Description of the task
Search the data below for "controls" and report how many lines contain it, with no other text.
-- -- --
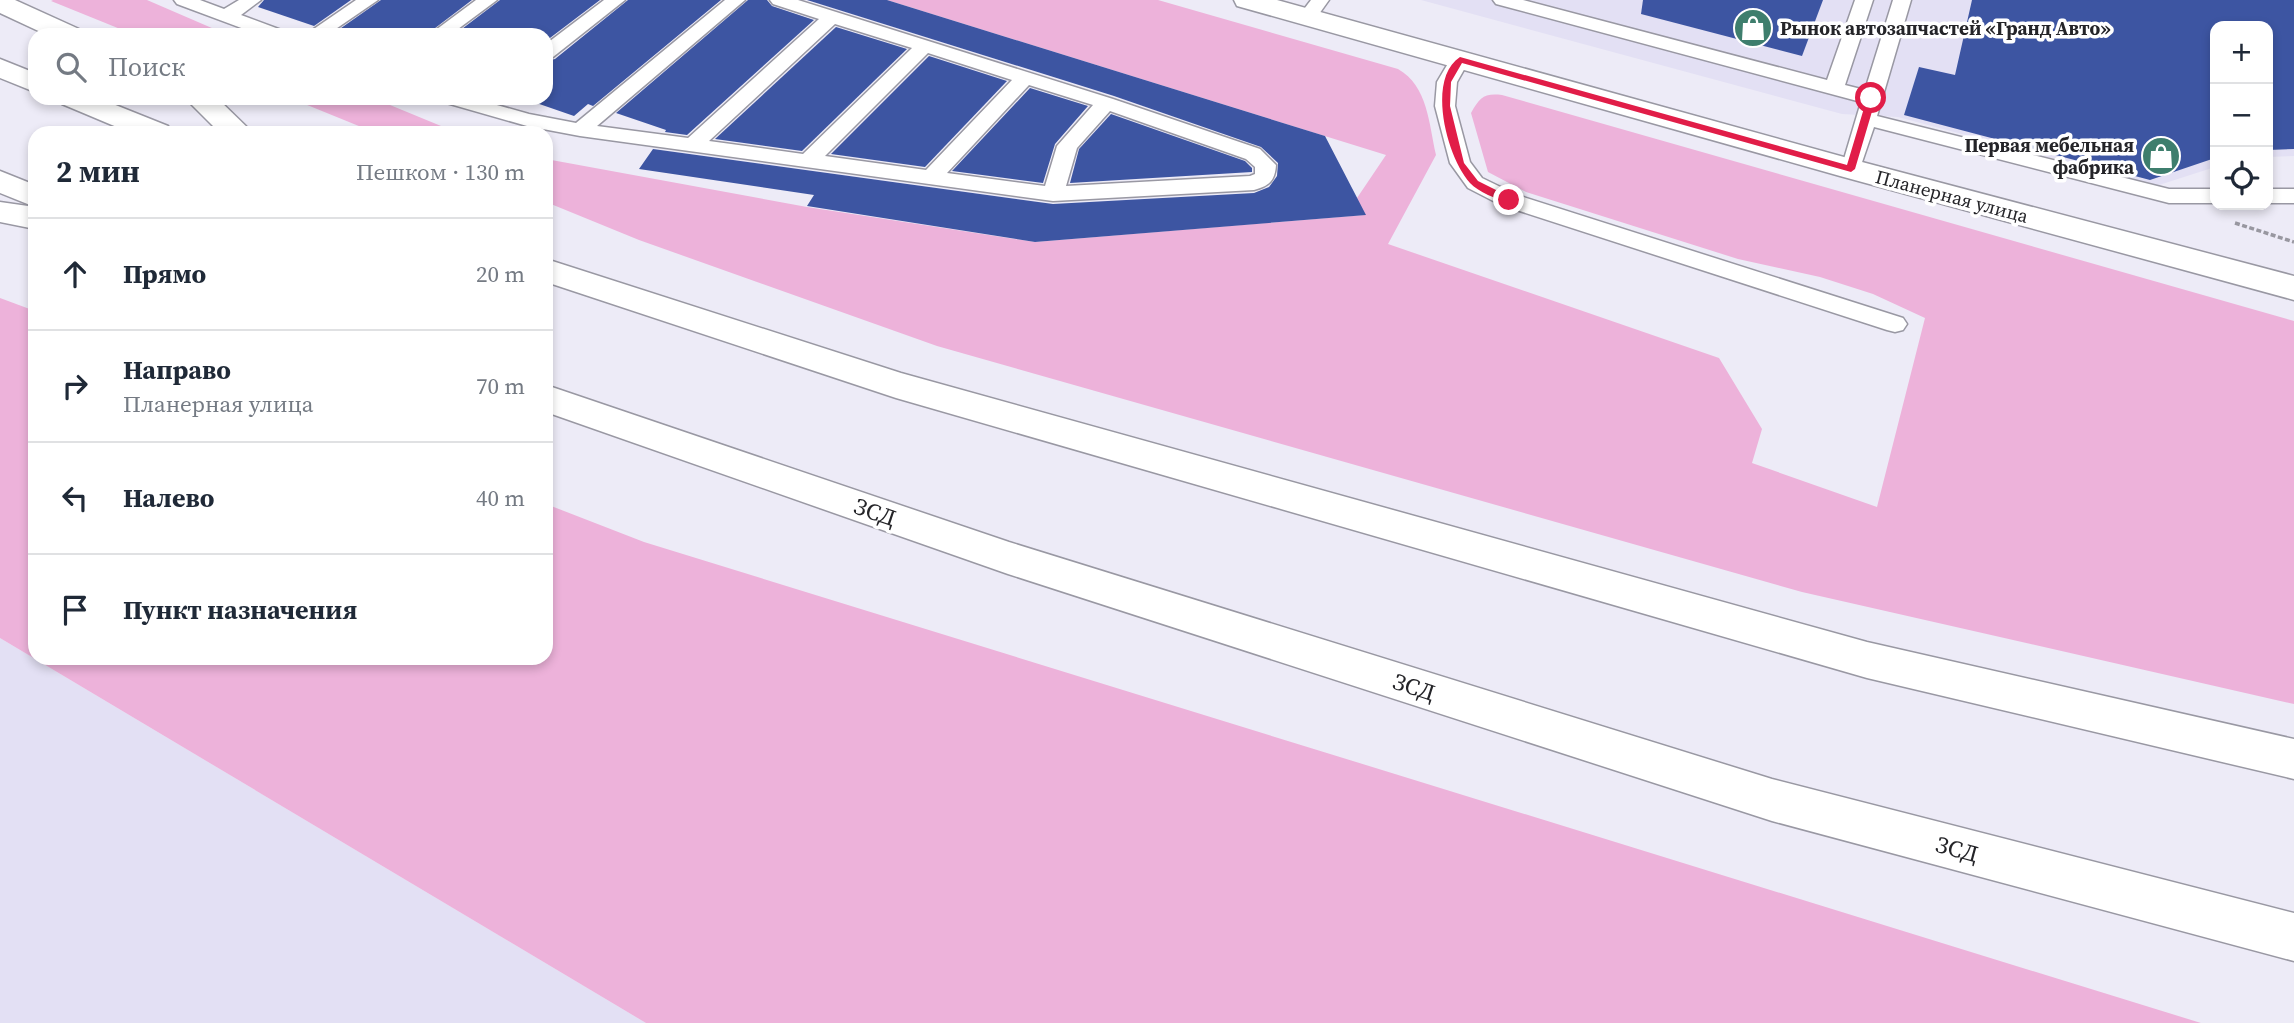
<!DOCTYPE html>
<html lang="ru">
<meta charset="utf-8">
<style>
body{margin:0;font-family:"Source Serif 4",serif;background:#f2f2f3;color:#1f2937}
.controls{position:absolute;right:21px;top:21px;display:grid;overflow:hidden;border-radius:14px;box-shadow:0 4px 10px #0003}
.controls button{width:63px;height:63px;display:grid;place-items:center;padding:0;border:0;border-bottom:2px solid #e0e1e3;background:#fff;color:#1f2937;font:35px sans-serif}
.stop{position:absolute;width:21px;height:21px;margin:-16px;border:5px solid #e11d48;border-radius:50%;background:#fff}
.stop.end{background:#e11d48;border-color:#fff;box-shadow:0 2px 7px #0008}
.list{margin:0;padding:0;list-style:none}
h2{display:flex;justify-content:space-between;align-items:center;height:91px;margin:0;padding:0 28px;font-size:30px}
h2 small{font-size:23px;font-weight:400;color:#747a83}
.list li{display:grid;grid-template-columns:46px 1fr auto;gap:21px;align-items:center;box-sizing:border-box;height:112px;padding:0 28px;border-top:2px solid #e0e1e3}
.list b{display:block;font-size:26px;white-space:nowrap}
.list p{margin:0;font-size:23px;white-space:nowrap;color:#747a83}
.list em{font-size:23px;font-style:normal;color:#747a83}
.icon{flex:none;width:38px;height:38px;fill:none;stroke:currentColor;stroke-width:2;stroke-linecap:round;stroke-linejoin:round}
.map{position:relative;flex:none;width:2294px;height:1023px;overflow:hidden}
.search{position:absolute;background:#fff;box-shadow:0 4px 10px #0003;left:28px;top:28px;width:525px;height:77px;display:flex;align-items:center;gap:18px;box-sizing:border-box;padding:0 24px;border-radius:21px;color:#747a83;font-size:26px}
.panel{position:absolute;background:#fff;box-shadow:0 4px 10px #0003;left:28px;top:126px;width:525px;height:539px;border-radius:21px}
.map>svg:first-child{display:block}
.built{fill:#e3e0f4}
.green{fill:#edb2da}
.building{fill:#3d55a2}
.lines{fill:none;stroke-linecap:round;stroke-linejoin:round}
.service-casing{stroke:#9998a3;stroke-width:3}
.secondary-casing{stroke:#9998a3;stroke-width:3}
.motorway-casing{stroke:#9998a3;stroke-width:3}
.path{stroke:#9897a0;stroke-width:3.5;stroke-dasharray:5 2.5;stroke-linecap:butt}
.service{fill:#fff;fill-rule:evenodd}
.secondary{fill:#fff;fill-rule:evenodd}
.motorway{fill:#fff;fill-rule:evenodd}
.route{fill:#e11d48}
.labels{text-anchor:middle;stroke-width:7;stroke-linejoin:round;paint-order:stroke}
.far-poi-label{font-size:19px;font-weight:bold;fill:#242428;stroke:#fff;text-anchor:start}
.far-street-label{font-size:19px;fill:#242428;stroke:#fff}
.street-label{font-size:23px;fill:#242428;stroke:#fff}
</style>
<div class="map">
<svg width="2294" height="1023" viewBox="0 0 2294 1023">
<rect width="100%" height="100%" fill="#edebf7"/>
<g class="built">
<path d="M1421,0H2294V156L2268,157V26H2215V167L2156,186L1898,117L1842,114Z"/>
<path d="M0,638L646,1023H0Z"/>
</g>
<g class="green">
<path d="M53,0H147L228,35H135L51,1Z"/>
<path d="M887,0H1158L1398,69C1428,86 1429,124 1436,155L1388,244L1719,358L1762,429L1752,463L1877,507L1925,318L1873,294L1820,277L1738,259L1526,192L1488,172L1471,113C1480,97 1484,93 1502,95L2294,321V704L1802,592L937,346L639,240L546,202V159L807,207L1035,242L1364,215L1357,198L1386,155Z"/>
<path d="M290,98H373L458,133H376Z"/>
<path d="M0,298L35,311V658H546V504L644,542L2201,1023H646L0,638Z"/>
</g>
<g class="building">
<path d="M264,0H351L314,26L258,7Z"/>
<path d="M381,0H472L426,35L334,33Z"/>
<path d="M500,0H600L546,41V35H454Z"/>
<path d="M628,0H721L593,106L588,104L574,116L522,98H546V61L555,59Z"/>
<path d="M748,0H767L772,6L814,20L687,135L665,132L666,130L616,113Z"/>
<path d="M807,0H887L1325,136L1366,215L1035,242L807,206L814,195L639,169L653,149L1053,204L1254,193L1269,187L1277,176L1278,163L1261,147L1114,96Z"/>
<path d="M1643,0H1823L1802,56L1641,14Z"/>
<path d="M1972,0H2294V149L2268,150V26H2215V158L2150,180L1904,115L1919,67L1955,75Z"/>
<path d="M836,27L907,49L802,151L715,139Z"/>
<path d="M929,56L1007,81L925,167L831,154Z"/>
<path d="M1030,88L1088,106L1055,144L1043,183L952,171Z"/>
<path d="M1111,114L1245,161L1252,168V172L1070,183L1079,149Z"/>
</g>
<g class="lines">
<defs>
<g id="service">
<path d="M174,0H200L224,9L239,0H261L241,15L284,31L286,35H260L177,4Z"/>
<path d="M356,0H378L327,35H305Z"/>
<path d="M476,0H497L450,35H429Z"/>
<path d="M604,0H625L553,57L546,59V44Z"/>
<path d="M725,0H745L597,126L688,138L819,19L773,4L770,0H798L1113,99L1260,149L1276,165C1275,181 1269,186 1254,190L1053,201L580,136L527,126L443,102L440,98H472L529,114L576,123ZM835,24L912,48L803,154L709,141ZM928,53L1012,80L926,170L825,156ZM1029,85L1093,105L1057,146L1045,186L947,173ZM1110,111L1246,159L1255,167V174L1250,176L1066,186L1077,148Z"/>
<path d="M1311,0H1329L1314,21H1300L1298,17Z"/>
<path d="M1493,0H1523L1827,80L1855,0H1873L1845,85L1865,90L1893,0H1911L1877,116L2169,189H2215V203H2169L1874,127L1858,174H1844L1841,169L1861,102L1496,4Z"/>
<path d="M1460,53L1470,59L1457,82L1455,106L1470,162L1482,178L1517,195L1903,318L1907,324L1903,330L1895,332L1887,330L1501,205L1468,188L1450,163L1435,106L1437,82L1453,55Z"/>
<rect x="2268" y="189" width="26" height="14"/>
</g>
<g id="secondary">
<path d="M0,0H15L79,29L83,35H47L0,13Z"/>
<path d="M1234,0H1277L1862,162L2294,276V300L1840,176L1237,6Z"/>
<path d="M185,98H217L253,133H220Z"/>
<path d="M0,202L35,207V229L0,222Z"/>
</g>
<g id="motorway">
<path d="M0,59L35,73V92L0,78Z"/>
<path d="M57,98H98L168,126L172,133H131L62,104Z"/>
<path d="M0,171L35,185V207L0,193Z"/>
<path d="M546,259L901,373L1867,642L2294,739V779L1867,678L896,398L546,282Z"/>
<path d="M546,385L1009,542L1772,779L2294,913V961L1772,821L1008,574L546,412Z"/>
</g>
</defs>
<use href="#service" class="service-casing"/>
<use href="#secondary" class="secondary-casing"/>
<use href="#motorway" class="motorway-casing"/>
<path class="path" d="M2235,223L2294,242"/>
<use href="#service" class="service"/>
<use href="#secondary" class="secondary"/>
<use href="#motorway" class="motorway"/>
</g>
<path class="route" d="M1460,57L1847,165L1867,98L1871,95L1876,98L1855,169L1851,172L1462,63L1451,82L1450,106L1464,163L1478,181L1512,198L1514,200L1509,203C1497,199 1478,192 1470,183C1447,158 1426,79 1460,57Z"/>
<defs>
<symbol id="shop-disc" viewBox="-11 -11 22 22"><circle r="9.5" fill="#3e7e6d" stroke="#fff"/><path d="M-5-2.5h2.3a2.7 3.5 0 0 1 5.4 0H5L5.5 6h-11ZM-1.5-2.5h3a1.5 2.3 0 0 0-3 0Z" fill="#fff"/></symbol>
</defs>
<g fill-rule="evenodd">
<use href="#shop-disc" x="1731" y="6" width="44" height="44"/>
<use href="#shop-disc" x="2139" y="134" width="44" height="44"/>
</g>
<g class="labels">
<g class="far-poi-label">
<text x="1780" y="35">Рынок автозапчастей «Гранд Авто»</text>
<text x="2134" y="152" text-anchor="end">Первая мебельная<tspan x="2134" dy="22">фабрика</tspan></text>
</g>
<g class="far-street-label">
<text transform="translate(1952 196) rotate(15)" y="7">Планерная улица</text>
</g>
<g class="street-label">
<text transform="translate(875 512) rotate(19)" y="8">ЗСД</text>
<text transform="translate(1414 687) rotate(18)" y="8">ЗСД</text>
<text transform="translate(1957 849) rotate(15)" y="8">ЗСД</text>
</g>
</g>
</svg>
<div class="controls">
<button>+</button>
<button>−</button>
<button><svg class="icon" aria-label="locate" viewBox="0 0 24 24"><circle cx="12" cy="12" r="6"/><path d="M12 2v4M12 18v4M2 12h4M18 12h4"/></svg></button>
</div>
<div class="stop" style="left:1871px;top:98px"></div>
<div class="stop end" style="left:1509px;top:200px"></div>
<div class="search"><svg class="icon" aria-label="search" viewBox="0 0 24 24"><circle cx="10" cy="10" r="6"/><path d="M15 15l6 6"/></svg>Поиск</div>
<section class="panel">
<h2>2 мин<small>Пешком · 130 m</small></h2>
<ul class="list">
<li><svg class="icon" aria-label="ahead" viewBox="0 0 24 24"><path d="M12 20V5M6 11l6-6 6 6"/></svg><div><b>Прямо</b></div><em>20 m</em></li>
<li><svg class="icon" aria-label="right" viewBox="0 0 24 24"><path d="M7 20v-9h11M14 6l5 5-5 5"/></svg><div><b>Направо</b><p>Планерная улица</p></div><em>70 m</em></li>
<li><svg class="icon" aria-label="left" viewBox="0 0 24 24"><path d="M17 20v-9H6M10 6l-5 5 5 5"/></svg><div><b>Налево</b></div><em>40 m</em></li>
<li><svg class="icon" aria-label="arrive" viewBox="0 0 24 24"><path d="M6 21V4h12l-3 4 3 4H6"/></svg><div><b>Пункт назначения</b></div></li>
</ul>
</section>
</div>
-- -- --
Task solution
3